Wonder

Author: R. J. Palacio
4.9

Comments

by anonymous   2018-01-07

I would be happy if you could help me out. I want to examine the changes of the preferences of the amazon best selling books. In the link "https://www.amazon.com/gp/bestsellers/2017/books/", you see that there is a new composition of the best-sellers for every year. In each of the links/books, you can check into which category the book falls. The first book e.g. is a “Children’s Book”. The second best-seller “Literature & Fiction”, and so forth. At the end, I count and visualize the changes of each category and derive a hypothesis. But now, regarding the webmining code: I don’t know how to go to each link. (you can’t simply change the composition of the URL(?))

https://www.amazon.com/Wonder-R-J-Palacio/dp/0375869026/ref=zg_bsar_books_1?_encoding=UTF8&psc=1&refRID=WHP2CV9Z86NK5VYK3W27

-> there’s no link showing it is ranked one or whatsoever.
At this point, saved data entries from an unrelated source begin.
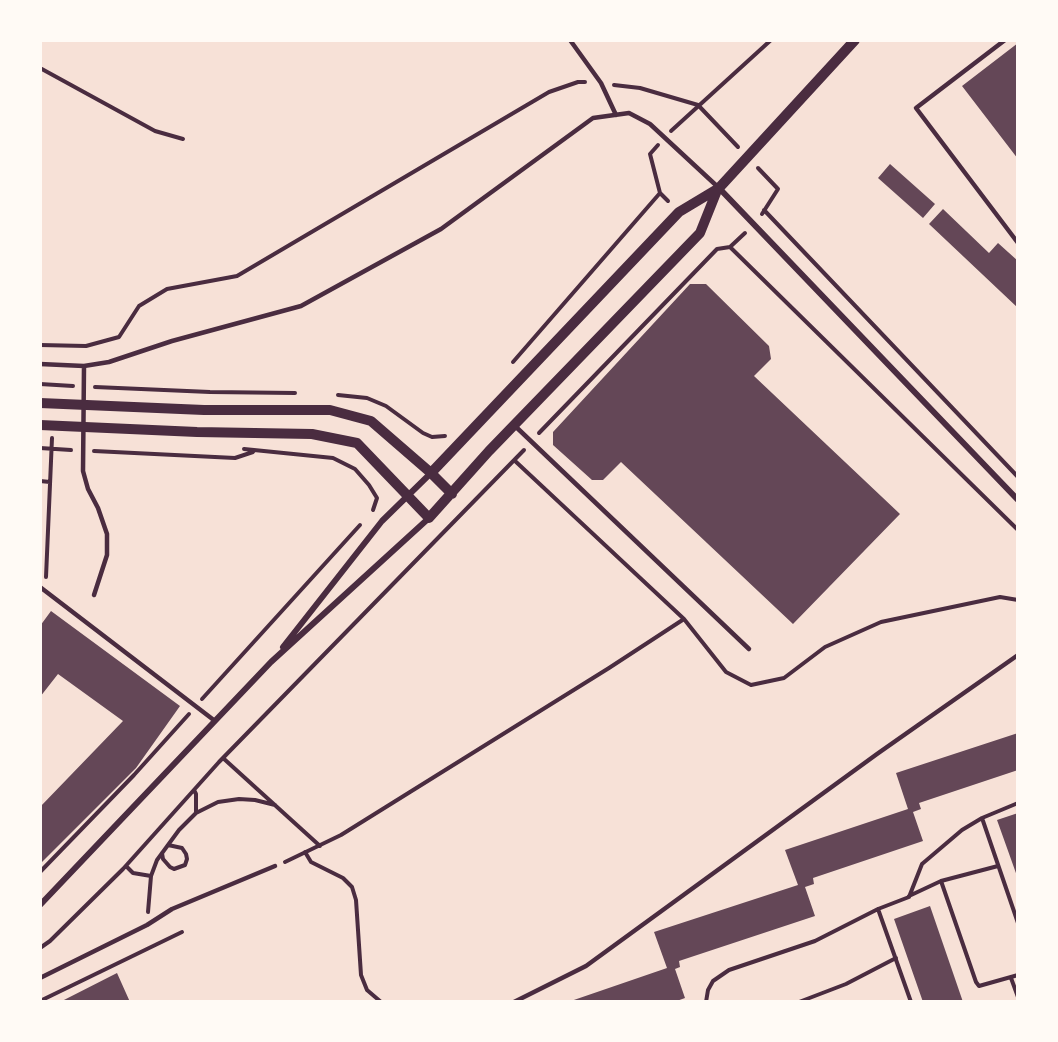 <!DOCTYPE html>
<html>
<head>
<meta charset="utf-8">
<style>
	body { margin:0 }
	#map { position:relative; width:1058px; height:1042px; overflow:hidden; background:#f7e1d7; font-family:"Varela Round",sans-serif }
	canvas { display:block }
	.frame { position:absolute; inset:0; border:42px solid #fffaf5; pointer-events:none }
</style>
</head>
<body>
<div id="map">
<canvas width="1058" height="1042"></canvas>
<div class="frame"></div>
</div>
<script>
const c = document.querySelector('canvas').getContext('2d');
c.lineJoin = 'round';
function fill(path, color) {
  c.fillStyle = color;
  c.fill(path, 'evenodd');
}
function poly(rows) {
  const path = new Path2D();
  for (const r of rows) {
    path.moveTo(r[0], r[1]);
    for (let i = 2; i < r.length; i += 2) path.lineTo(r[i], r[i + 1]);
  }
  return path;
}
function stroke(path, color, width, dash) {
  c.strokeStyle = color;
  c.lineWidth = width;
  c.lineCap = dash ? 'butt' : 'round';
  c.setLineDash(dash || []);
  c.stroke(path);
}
fill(poly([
	[1018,43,1018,159,962,86],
	[890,164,935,204,923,218,878,178],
	[943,209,989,253,998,243,1018,261,1018,308,929,224],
	[690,284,706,284,769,346,771,359,754,376,900,514,793,624,621,462,603,480,592,480,553,445,553,432],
	[51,611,180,706,136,768,40,864,40,807,123,721,58,674,40,697,40,626],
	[1018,733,1018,770,919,803,921,809,913,812,923,841,813,878,814,884,805,887,815,916,679,961,680,967,675,969,685,998,674,1002,568,1002,667,968,654,932,798,885,785,850,908,809,896,773],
	[1018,813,1018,876,1017,876,997,820],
	[930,906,963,1002,923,1002,894,919],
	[117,973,130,1002,60,1002]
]), '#644757');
stroke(poly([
	[40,68,155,131,183,139],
	[614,85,640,88,698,105,738,147],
	[671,131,771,40],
	[658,145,650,154,660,193,668,201],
	[758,168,778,189,762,214],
	[764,210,1018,477],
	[730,247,1018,530],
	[40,345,86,346,119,337,139,306,167,289,237,276,549,92,578,82,585,82],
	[513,362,660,193],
	[40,384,73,386],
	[95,387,210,392,295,393],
	[338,395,367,398,386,406,423,433,432,437,445,436],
	[539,433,717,249,730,247,745,233],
	[40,448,71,450],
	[244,449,333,458,355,469,369,485,377,498,373,510],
	[94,451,235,458,253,452],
	[514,460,684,619,726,672,751,685,784,678,825,647,881,622,1000,597,1018,600],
	[40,481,50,482],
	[46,577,52,438],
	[202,699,360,525],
	[223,758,320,846],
	[194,790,196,794,196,813],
	[982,818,1018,803],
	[305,852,311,862,343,878,352,887,356,900,361,975,367,990,381,1002],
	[162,853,163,859,170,867,174,869,185,865,187,859,186,854,182,848,168,845],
	[285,862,341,835,609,668,684,619],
	[126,866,133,873,151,876],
	[40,872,134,775,189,714],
	[941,881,976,982,979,986,1018,975],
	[909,896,941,881,998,866],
	[878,909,911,1002],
	[148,912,151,876,157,860,179,830,196,813,218,802,239,799,255,800,275,805],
	[40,948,50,941,123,869,219,762,524,450],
	[1011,978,1018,997],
	[40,1001,182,932],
	[706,1002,708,990,713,981,729,970,815,941,878,909,909,897,922,864,962,830,982,818,1018,923],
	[799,1002,846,984,896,958]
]), '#4a2c40', 4);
stroke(poly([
	[570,40,601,83,616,115],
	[1005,40,916,108,1018,243],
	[40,364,84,366,109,362,172,341,301,306,441,229,593,118,629,113,650,124,719,188],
	[84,366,83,471,88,489,98,508,107,534,107,555,94,595],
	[514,425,749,649],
	[40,587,215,721],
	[40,978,147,925,172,909,275,866],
	[514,1002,586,966,877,754,1018,655]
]), '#4a2c40', 4.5);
stroke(poly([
	[719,188,1018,500],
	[283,647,382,521,431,473],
	[40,905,271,662,429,518]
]), '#4a2c40', 6);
stroke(poly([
	[40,403,204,410,330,410,371,421,431,473,679,212,719,188,855,40],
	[40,425,197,432,312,434,357,443,429,518,489,451,700,233,718,188],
	[431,473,452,494]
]), '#4a2c40', 10);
</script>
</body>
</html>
So what makes more sense is to extract the XPath.

//*[@id="zg_centerListWrapper"]/div[2]/div[2]/div/a/div[2]

-> this needs to be done for the next 80 items and for the years 2013-2017. (It only shows 20 best-sellers at once of a certain year) How to implement it with a while loop?

So, the code should go to each of the links and extract basically everything:

  • name of the book
  • name of the category
  • rank in the given year
  • number of pages
  • numbers of customer reviews
  • customer rating

Here's what I have started:

library(xml2)
library(httr)
library(rvest)
library(selectr)

amazon_link <- read_html("https://www.amazon.com/gp/bestsellers/2017/books/")
amazon_title <- html_nodes(xpath = "//*[@id="zg_centerListWrapper"]/div[2]/div[2]/div/a/div[2]")